Singleton classes are classes. More importantly, though, it's best to
keep the terminology as simple as possible.

All of these things are instance variables. The only reason to use a
longer name is to make it clear in usage where someone might not know
what you mean. If you've got an instance variable of #<Class:A>, you
will almost certain describe as "an instance variable of the singleton
class of the class A", or something like that. There's almost
certainly no need to create a separate term for it.

Mind you, I don't think I've ever seen such an instance variable, so
it's probably not a big problem :-)

> I agree that since a singleton class is some sort of class, it can be
> called a "class instance variable". But my question are "how do I access
> it ?" and "Is it any usefull" (I understand why first and second can be
> used, but not third).
>
>> You could get indirect access to it if the object that owns it creates
>> wrapper methods for it. But if you put @my_variable where your "This"
>> comment is, it will be a completely different @my_variable.
>
> I don't want to put @my_variable here, I want to use the wrapper method
> you're talking about, but I don't know how to build it :)

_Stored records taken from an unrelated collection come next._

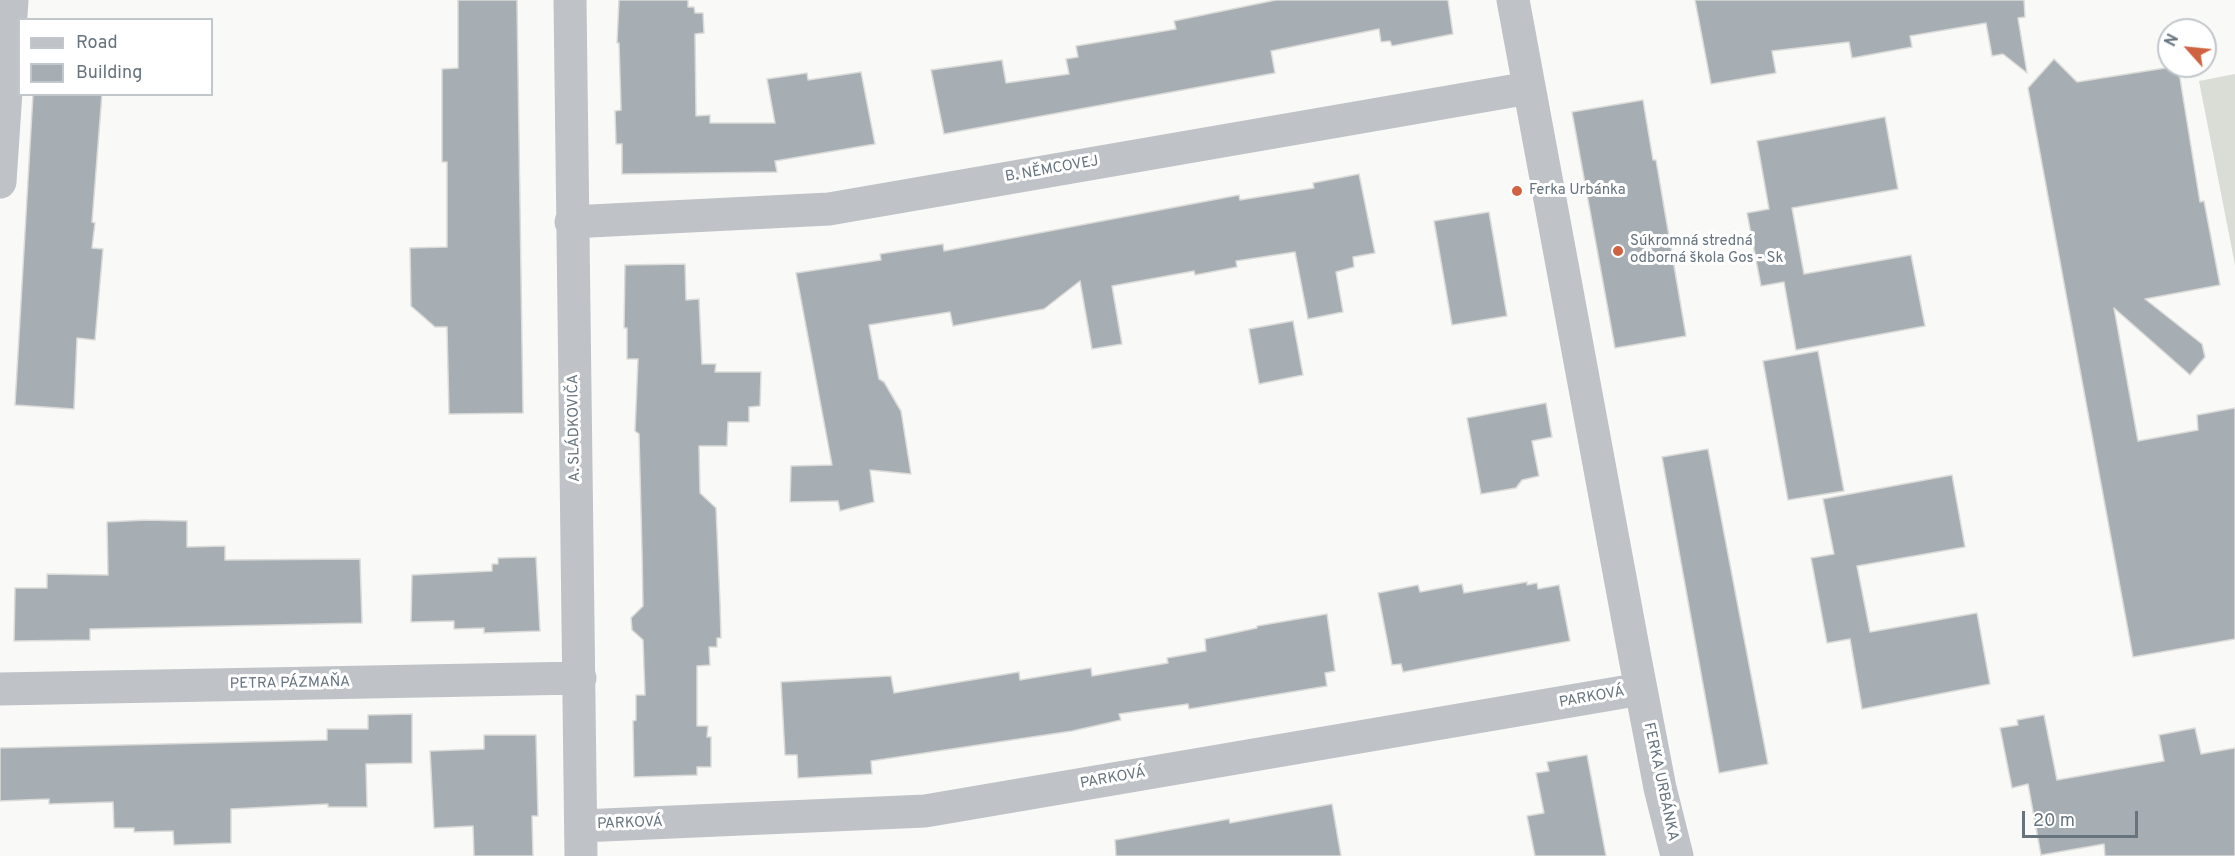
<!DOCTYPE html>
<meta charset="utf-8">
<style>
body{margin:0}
#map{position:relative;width:2235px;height:856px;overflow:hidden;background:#f9f9f7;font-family:Overpass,sans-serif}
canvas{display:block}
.legend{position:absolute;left:18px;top:18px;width:195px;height:78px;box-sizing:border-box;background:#fff;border:2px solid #c2c7cb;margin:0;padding:8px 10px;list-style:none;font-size:18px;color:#67747e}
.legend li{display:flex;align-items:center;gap:12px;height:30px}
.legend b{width:30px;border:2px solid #c2c7cb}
.north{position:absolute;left:2157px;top:18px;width:60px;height:60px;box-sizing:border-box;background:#fff;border:2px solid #c2c7cb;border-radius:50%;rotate:297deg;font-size:16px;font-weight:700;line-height:24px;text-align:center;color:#67747e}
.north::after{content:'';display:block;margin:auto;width:21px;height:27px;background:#cf6341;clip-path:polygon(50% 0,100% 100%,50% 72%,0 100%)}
.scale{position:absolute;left:2022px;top:811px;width:116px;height:27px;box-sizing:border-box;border:3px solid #67747e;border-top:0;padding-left:8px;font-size:18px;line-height:21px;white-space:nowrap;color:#67747e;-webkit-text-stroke:4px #fff;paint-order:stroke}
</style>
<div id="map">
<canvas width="2235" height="856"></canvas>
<ul class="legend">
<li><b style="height:8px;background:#bfc2c6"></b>Road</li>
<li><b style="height:16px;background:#a7aeb3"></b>Building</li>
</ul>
<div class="north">N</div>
<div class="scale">20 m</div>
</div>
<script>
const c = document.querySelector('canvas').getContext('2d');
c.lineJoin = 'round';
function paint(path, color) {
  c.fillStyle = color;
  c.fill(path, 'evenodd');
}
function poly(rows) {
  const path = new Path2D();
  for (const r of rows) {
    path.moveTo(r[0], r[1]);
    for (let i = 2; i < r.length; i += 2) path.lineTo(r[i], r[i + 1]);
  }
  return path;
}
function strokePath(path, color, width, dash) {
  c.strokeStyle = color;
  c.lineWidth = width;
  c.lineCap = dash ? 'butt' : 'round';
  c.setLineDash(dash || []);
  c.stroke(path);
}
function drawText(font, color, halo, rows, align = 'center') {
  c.font = font + ' Overpass,sans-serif';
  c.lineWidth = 6;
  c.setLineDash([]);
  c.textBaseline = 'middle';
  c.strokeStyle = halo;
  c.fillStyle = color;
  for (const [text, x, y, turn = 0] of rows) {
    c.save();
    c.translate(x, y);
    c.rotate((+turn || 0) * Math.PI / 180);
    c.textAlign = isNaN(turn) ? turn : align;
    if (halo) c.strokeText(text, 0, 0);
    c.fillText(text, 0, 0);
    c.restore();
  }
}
paint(poly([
 [2235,74,2235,265,2199,81]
]), '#d9ddd6');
const building = poly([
 [458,0,517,0,523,413,449,414,447,327,435,327,411,306,410,248,447,247,447,162,442,162,442,69,458,68,458,0],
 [619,0,688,0,688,7,694,7,695,13,703,13,704,33,695,34,696,116,710,115,710,123,775,123,767,79,807,73,808,80,861,72,875,144,775,161,777,172,622,174,622,144,616,144,615,111,621,110,619,43,617,43,619,0],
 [1276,0,1448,0,1453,34,1392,46,1390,41,1381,42,1379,29,1271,51,1275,73,944,134,931,70,1002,60,1006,83,1069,74,1066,59,1078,57,1076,46,1176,29,1174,21,1276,0],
 [1695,0,2024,0,2025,17,2018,18,2027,73,2003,54,1992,56,1986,23,1910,36,1912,47,1852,58,1849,42,1772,51,1776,73,1711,84,1695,0],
 [2054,59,2077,82,2178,66,2200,202,2204,201,2220,285,2145,299,2202,344,2205,357,2190,375,2114,308,2138,441,2198,430,2197,415,2235,408,2235,639,2133,657,2028,88,2054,59],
 [33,94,102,94,92,222,95,223,92,248,103,249,95,340,77,338,74,409,15,405,33,94],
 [1643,100,1653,160,1656,160,1686,336,1615,348,1572,112,1643,100],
 [1885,117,1898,189,1792,208,1804,274,1911,255,1925,326,1796,350,1784,282,1761,286,1747,213,1769,209,1757,141,1885,117],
 [1359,174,1375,253,1353,257,1354,267,1336,272,1343,312,1308,319,1295,252,1236,261,1237,267,1195,275,1194,271,1112,286,1122,344,1092,349,1080,281,1044,309,953,326,950,312,869,325,879,379,884,382,901,411,911,474,870,470,874,502,840,511,838,501,790,502,791,466,832,465,796,273,881,260,880,254,943,244,944,251,1239,195,1240,200,1314,188,1313,183,1359,174],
 [1489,212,1507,316,1452,325,1434,221,1489,212],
 [685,264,686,300,699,299,702,364,716,364,715,372,761,372,760,406,749,407,749,422,728,422,727,446,699,446,700,493,716,508,720,603,721,638,717,638,717,647,709,647,710,665,697,666,697,726,708,726,707,737,711,737,711,767,697,767,697,775,634,777,633,721,636,720,636,695,645,695,643,640,632,630,631,618,643,606,642,551,639,434,635,431,638,359,627,359,627,328,624,328,625,265,685,264],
 [1293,321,1303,375,1259,384,1249,329,1293,321],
 [1818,351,1844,491,1788,500,1763,361,1818,351],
 [1546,403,1552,437,1532,441,1539,476,1522,480,1516,488,1481,494,1467,418,1546,403],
 [1708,449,1768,764,1719,773,1662,457,1708,449],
 [1952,475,1965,547,1857,566,1870,632,1977,613,1990,684,1862,709,1850,639,1827,643,1811,558,1834,554,1823,499,1952,475],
 [146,520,187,521,187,547,225,546,225,560,360,559,362,623,90,629,90,640,14,641,15,588,47,588,47,574,108,575,107,522,146,520],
 [536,557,540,631,484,633,484,628,454,629,454,621,411,622,412,575,492,571,492,564,498,564,498,558,536,557],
 [1527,582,1527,585,1537,583,1538,589,1559,585,1570,641,1403,672,1401,664,1392,665,1378,593,1418,585,1420,592,1462,584,1464,593,1527,582],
 [1327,614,1335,671,1325,673,1327,686,1189,709,1188,704,1119,714,1121,720,1072,731,871,761,872,774,798,778,797,755,785,755,781,682,891,676,894,693,1019,672,1020,680,1091,668,1092,676,1168,663,1167,658,1206,651,1205,639,1257,628,1257,626,1327,614],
 [412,714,412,763,366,764,367,807,328,807,328,804,231,809,231,843,174,845,173,831,134,832,134,828,114,828,113,802,49,804,49,799,0,801,0,748,327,740,327,729,368,729,368,715,412,714],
 [2044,715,2057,780,2164,761,2159,735,2195,728,2201,754,2235,748,2235,856,2105,856,2104,844,2041,855,2028,784,2012,788,2000,728,2018,725,2017,720,2044,715],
 [484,735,536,735,538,816,532,816,533,856,474,856,473,826,434,828,430,751,484,749,484,735],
 [1587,755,1606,856,1535,856,1527,816,1544,813,1536,773,1549,771,1547,762,1587,755],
 [1332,804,1341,856,1116,856,1115,840,1229,819,1230,823,1332,804]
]);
paint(building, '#a7aeb3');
strokePath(building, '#dbdbd9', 1.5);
strokePath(poly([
 [570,0,581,856],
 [1513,0,1635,658,1660,788,1677,856],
 [0,182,12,0],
 [571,222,829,209,1529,88],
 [0,689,580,678],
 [581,826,925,811,1641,689]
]), '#bfc2c6', 33);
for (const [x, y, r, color] of [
 [1517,191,6,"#cf6341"],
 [1618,251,6,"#cf6341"]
]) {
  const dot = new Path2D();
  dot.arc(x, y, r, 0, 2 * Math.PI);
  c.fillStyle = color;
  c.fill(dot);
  strokePath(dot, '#fff', 2);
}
drawText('15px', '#67747e', '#fff', [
 ["B. NĚMCOVEJ",1052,170,-10],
 ["A. SLÁDKOVIČA",575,428,-91],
 ["PETRA PÁZMAŇA",290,684,-1],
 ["PARKOVÁ",1592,698,-10],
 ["PARKOVÁ",1113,779,-10],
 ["FERKA URBÁNKA",1660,782,78],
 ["PARKOVÁ",630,824,-2]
]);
drawText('15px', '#67747e', '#fff', [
 ["Ferka Urbánka",1529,191],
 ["Súkromná stredná",1630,242],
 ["odborná škola Gos - Sk",1630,259]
], 'left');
</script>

You can always write a wrapper like this:

   def self.x
     @x
   end

or you can write an x method in the class or singleton class of x.
Similarly for x= (the setter method).

You can also use the attr_* family of methods to create the wrapper
method(s) for you.

To do that in your example, you'd do:

   class A
     class << self
       class << self
         attr_accessor :x
       end
     end
   end

But you'll never see this much nesting! :-)  A more common case might
be:

   class A
   end

   a = A.new

   class << a
     attr_accessor :x
   end

which creates attribute get/set methods for 'x' on the object a.